• [TASK DIRECTIONS]: From the data, copy out every line in which the word "setLineDash" appears.

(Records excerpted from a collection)
════════════════

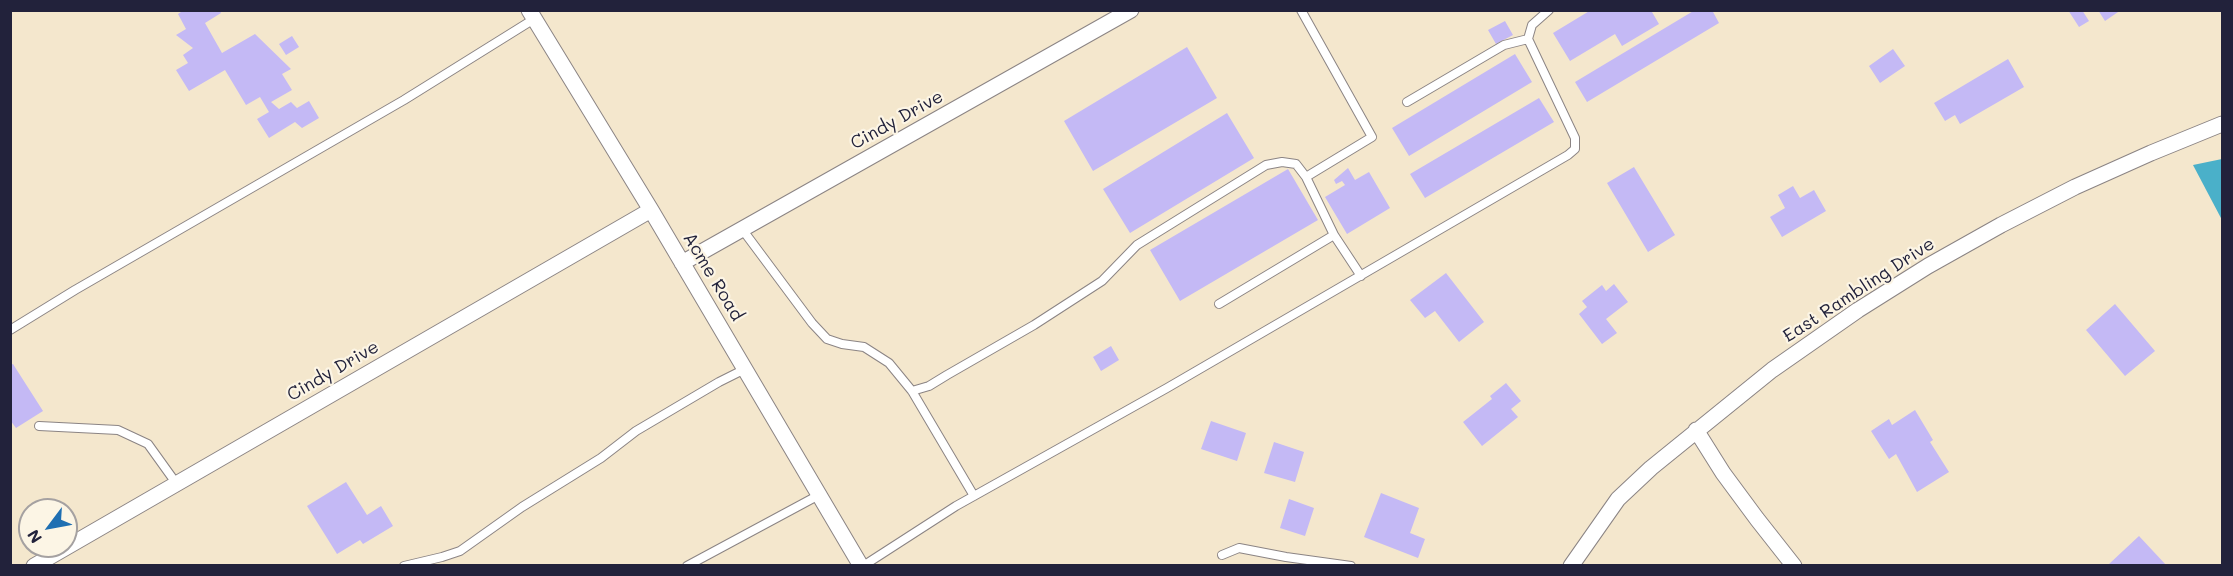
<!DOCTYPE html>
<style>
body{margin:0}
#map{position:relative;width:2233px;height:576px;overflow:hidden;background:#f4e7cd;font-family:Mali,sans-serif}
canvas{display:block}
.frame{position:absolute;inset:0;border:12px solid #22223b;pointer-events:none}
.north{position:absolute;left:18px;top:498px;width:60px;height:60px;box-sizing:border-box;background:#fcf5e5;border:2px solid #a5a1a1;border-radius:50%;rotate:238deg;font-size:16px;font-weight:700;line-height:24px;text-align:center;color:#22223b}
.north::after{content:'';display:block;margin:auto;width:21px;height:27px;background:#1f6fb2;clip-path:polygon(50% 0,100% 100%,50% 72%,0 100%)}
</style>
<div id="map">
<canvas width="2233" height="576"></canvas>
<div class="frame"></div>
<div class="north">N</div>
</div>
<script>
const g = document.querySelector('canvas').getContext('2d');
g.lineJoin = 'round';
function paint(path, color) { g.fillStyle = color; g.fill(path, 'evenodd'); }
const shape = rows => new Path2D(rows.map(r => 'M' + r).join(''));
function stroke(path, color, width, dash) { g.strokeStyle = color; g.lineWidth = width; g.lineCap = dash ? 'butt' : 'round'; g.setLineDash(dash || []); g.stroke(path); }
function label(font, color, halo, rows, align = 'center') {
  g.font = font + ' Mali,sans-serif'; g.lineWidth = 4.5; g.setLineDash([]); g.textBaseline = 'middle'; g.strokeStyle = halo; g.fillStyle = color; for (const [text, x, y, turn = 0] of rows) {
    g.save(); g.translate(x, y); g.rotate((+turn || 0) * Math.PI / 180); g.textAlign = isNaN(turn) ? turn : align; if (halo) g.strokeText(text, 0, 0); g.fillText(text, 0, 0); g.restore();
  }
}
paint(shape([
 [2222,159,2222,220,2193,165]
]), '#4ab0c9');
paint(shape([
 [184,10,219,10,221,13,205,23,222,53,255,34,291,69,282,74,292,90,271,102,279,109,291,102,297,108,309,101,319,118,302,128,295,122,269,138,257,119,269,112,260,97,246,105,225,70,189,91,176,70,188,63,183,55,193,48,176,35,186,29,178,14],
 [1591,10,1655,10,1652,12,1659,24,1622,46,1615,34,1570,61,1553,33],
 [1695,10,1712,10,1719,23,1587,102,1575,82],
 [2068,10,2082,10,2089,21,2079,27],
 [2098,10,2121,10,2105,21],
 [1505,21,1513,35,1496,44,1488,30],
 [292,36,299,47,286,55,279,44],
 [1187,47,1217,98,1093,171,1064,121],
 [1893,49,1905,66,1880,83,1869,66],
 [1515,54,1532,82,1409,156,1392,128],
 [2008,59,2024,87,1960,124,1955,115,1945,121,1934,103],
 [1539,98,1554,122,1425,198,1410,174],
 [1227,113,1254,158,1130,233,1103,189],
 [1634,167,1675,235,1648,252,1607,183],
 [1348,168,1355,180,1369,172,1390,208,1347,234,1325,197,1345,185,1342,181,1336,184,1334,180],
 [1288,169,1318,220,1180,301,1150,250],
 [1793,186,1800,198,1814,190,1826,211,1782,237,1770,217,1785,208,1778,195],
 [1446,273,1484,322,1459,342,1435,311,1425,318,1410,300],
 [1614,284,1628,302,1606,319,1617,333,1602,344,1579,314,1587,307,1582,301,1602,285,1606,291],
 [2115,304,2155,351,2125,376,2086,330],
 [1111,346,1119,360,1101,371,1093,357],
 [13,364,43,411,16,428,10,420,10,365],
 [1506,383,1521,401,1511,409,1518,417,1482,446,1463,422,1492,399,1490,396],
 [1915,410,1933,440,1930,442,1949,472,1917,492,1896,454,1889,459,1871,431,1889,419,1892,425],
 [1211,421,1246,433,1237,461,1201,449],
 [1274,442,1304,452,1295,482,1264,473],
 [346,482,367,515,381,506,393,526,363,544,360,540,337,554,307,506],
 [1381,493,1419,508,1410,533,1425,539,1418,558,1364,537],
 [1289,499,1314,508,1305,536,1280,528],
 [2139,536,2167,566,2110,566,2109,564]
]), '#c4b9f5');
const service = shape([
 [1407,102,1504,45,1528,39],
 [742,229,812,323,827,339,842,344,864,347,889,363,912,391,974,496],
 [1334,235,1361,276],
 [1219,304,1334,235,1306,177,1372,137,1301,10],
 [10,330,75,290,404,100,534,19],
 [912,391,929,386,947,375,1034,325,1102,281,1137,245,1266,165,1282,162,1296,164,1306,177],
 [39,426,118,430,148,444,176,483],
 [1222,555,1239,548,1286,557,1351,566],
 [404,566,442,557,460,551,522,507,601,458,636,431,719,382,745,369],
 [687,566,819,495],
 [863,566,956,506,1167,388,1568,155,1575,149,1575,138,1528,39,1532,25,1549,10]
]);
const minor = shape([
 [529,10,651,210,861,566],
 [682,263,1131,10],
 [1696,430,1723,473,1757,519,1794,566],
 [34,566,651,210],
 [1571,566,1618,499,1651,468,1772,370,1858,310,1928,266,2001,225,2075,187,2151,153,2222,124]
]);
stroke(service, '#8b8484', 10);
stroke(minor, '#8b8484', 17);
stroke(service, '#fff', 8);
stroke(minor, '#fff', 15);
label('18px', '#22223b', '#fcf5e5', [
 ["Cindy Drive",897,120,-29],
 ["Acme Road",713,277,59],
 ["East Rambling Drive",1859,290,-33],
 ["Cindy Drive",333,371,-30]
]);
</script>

════════════════

• [EXERCISE RESULT]:
function stroke(path, color, width, dash) { g.strokeStyle = color; g.lineWidth = width; g.lineCap = dash ? 'butt' : 'round'; g.setLineDash(dash || []); g.stroke(path); }
  g.font = font + ' Mali,sans-serif'; g.lineWidth = 4.5; g.setLineDash([]); g.textBaseline = 'middle'; g.strokeStyle = halo; g.fillStyle = color; for (const [text, x, y, turn = 0] of rows) {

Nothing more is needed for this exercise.